[ 
https://issues.apache.org/jira/browse/CASSANDRA-19534?page=com.atlassian.jira.plugin.system.issuetabpanels:comment-tabpanel&focusedCommentId=17840058#comment-17840058
 ] 

Alex Petrov commented on CASSANDRA-19534:
-----------------------------------------

The main change is the introduction of (currently implicit) configurable 
{_}native request deadline{_}. No request, read or write, will be allowed to 
prolong its execution beyond this deadline. Some of the hidden places that 
would allow requests to stay overdue were local executor runnables, 
replica-side writes, and hints. Default is 12 seconds, since this is how much 
time 3.x driver (which I believe is still the most used version in the 
community) waits until removing its handlers after which any response from the 
server will just be ignored.

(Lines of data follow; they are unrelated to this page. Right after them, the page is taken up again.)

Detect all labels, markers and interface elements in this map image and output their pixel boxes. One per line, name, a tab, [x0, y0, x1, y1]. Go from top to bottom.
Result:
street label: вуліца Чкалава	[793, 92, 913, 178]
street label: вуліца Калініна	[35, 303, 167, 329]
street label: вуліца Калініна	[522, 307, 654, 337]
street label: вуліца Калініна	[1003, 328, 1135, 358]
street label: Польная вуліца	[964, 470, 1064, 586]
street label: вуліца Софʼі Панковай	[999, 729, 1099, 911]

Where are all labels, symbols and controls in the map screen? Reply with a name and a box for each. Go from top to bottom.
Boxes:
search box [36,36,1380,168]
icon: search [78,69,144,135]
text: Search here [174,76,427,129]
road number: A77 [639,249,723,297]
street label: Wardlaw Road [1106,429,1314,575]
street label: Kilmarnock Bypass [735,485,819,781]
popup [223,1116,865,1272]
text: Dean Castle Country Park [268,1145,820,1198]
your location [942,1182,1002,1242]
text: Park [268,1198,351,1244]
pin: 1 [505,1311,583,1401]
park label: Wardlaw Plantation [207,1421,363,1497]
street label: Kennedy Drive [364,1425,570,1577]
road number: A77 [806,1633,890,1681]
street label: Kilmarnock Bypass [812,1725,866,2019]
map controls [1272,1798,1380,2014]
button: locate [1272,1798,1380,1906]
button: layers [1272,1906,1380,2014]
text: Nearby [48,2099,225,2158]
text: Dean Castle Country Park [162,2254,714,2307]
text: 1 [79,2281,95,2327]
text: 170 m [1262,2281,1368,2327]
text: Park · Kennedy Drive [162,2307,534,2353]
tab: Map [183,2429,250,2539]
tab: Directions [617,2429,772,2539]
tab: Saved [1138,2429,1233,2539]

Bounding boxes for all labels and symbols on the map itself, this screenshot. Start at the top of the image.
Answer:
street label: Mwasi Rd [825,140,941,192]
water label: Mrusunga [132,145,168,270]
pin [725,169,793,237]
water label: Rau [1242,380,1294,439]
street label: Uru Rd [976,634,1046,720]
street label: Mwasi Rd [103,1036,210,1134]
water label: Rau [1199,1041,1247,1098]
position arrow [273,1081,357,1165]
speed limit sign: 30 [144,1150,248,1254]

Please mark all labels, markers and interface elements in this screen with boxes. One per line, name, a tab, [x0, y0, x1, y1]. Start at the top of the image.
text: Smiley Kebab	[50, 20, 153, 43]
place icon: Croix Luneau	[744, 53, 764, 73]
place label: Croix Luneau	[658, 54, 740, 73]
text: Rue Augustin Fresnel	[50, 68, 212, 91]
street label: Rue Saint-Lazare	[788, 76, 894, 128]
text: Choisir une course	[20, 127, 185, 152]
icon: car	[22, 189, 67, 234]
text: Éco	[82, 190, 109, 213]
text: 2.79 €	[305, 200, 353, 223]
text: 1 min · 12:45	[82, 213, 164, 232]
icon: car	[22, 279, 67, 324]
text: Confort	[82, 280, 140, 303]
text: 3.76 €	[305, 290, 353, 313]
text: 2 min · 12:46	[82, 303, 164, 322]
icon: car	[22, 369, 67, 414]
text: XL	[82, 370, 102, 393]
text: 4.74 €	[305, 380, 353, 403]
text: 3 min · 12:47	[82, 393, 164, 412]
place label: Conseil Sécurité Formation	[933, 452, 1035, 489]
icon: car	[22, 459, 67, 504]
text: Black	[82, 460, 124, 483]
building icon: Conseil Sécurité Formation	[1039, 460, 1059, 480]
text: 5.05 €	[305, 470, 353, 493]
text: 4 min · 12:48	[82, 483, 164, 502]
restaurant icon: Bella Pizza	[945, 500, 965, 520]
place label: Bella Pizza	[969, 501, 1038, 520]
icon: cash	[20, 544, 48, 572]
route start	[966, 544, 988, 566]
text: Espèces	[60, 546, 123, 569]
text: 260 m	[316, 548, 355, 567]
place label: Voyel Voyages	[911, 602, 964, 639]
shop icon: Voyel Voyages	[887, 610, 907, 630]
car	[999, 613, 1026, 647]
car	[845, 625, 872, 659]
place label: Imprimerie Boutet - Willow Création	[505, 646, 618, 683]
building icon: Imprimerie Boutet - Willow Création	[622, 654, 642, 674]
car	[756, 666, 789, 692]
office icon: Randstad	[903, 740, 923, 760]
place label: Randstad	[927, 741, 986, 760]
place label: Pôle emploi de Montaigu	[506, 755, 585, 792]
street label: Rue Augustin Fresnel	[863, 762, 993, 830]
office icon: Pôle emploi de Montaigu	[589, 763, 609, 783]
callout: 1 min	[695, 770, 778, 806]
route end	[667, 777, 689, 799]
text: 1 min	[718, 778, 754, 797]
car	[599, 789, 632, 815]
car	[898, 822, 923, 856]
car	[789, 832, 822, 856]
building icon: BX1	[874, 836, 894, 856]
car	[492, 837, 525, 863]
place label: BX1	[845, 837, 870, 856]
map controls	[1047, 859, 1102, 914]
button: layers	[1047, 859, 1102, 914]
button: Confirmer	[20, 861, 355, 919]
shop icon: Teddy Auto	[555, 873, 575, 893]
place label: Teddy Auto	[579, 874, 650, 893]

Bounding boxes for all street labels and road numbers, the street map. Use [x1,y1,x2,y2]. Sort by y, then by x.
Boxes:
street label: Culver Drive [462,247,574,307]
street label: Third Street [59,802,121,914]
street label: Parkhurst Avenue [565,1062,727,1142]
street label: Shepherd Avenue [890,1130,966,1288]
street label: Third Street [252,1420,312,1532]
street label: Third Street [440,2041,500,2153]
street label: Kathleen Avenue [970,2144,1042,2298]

Now, there is an _option_ to enable expiration 
based on the queue time, which will be _disabled_ by default to preserve 
existing semantics, but my tests have shown enabling it only has positive 
effects. We will try it out cautiously in different clusters over the next 
months and will see if tests match up with real loads before we change any of 
the defaults.

So by default behaviour will be as follows:
 # If request has spent more than 12 seconds in the NATIVE queue, we throw 
Overloaded exception back to the client. This timeout used to be max of 
read/write/range/counter rpc timeout.
 # If requests has spent less than 12 seconds, it is allowed to execute; any 
request issued by the coordinator can live:
 ## _either_ {{Verb.timeout}} number of milliseconds,
 ## _or_ up to the up to the native request deadline, as measured from the time 
when the request was admitted to the coordinator's NATIVE queue, whichever one 
of these is happening earlier.

Example 1, read timeout is 5 seconds:
 # Client sends a request; request spends 6 seconds in the NATIVE queue
 # Coordinator issues requests to replicas; two replicas respond within 3 
seconds
 # Coordinator responds to the client with success

Example 2, read timeout is 5 seconds:
 # Client sends a request; request spends 6 seconds in the NATIVE queue
 # Coordinator issues requests to replicas; one replica responds within 3 
seconds; other replicas fail to respond within 5 seconds of read timeout
 # Coordinator responds to the client with read timeout (preserves current 
behaviour)

Example 3, read timeout is 5 seconds:
 # Client sends a request; request spends 10 seconds in the NATIVE queue
 # Coordinator issues requests to replicas; all replicas fail to respond within 
2 seconds
 # Coordinator responds to the client with read timeout; if messages are still 
in queue on replicas, they will get dropped before processing

There will be a _new_ metric that shows how many of the timeouts would have 
been “blind timeouts” previously. I.e. client _would_ register them as 
timeouts, but we as server-side operators would be oblivious to them. This 
metric will keep us collectively motivated even if we see there is a slight 
uptick in timeouts after committing the patch.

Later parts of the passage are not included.